(Data)
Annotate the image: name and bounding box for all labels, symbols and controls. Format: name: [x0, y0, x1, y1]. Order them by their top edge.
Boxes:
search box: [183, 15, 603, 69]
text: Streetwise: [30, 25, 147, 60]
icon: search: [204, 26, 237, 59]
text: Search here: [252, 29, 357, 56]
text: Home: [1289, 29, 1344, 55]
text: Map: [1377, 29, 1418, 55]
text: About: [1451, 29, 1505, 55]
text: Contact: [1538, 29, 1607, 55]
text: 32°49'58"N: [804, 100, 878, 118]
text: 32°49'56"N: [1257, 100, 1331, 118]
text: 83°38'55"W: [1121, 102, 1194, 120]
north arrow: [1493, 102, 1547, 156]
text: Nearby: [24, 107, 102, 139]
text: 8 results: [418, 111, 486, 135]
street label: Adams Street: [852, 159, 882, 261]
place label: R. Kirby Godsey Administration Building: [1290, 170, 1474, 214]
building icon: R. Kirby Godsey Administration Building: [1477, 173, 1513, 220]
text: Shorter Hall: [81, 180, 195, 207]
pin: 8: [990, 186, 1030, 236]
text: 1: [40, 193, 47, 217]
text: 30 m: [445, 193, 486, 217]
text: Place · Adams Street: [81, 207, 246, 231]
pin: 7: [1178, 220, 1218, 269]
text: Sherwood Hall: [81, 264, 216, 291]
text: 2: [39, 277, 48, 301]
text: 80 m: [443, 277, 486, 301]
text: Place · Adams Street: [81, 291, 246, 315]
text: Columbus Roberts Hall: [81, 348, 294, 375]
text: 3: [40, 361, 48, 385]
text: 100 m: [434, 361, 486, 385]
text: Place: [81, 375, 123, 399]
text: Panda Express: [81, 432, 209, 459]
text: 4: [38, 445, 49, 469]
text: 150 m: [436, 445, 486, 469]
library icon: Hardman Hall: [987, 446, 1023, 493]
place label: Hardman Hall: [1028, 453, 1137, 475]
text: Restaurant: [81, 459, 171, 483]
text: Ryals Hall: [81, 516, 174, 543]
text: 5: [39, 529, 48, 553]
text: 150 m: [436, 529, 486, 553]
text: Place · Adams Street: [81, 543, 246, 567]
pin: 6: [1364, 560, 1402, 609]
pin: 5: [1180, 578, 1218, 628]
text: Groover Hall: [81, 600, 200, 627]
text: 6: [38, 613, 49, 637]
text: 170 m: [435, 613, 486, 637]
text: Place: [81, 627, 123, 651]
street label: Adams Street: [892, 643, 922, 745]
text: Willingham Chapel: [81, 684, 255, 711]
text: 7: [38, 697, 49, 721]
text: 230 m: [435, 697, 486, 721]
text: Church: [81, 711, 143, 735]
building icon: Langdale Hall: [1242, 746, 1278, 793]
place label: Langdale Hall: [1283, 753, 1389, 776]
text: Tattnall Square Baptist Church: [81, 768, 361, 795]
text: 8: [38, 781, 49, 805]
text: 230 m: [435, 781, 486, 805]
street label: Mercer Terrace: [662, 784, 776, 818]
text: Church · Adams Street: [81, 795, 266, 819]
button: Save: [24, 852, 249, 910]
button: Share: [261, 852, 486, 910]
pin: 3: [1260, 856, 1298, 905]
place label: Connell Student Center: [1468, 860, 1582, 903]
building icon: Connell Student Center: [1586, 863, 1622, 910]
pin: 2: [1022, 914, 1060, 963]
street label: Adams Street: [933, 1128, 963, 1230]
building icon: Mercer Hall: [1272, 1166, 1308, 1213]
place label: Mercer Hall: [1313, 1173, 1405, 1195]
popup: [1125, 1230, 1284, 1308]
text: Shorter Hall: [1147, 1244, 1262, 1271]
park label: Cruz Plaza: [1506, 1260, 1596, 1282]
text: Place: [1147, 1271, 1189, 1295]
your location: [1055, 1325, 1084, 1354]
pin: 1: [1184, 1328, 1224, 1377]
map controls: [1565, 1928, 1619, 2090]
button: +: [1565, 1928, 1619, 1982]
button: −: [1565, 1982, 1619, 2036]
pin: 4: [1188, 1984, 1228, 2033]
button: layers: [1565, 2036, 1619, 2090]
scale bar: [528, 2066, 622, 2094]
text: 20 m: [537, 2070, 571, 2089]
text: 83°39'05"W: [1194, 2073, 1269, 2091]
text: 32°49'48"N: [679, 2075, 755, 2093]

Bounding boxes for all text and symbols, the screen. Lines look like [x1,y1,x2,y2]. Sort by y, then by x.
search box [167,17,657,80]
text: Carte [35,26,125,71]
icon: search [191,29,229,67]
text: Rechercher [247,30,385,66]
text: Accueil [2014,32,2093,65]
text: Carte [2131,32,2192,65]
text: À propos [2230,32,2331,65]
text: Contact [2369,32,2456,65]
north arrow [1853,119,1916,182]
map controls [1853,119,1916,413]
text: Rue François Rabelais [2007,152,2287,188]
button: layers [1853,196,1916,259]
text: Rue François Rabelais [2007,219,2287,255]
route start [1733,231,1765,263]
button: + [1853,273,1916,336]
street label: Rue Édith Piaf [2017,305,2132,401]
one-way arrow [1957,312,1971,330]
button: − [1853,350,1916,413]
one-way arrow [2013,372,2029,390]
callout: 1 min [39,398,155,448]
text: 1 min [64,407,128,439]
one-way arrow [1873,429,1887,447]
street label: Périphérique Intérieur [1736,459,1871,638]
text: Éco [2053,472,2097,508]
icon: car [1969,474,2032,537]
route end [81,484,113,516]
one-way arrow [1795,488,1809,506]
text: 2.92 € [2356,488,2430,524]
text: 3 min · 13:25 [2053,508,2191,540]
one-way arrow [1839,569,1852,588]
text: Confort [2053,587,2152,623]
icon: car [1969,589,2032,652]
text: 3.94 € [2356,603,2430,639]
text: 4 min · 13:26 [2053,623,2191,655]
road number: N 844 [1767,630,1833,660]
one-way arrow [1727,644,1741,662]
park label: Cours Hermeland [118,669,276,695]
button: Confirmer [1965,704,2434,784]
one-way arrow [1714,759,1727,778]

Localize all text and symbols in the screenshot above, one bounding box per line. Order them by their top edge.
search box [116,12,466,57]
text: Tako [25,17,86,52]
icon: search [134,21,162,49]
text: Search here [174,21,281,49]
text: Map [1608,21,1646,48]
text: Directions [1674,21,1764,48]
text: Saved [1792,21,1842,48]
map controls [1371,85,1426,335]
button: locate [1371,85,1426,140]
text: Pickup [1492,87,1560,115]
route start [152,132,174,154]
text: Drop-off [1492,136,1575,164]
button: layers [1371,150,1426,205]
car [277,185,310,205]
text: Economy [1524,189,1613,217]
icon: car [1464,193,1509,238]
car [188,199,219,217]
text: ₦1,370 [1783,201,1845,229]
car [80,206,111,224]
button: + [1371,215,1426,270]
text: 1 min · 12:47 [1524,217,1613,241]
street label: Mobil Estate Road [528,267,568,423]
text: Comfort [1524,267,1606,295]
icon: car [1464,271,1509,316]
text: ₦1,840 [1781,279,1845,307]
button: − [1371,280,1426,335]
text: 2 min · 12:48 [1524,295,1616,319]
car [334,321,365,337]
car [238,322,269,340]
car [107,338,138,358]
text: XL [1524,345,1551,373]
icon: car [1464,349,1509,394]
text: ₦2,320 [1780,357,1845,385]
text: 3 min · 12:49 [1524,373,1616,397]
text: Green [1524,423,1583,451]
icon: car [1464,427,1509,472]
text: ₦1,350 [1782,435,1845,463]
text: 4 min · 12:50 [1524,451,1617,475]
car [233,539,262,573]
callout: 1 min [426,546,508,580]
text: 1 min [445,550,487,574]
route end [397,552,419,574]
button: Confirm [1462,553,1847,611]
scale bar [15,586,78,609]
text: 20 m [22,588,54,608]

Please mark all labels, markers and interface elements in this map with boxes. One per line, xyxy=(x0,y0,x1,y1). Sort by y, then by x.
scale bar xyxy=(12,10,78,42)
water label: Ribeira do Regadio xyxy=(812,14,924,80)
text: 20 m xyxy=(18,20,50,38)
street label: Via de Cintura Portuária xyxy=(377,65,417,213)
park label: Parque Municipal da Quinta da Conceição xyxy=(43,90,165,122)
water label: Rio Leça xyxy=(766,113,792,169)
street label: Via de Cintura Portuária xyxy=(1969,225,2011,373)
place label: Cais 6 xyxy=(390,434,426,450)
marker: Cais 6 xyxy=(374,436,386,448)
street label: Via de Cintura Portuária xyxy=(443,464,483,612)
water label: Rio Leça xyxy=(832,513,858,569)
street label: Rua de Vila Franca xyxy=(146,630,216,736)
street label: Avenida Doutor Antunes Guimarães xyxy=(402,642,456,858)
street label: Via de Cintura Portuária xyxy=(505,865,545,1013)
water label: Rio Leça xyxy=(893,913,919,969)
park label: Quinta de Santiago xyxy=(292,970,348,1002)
(End Data)
[What is being asked]
The reply must consist solely of the lines from the one containing "Please mark all" through the last line in the material above, reproduced exactly.

[Reply]
Please mark all labels, markers and interface elements in this map with boxes. One per line, xyxy=(x0,y0,x1,y1). Sort by y, then by x.
scale bar xyxy=(12,10,78,42)
water label: Ribeira do Regadio xyxy=(812,14,924,80)
text: 20 m xyxy=(18,20,50,38)
street label: Via de Cintura Portuária xyxy=(377,65,417,213)
park label: Parque Municipal da Quinta da Conceição xyxy=(43,90,165,122)
water label: Rio Leça xyxy=(766,113,792,169)
street label: Via de Cintura Portuária xyxy=(1969,225,2011,373)
place label: Cais 6 xyxy=(390,434,426,450)
marker: Cais 6 xyxy=(374,436,386,448)
street label: Via de Cintura Portuária xyxy=(443,464,483,612)
water label: Rio Leça xyxy=(832,513,858,569)
street label: Rua de Vila Franca xyxy=(146,630,216,736)
street label: Avenida Doutor Antunes Guimarães xyxy=(402,642,456,858)
street label: Via de Cintura Portuária xyxy=(505,865,545,1013)
water label: Rio Leça xyxy=(893,913,919,969)
park label: Quinta de Santiago xyxy=(292,970,348,1002)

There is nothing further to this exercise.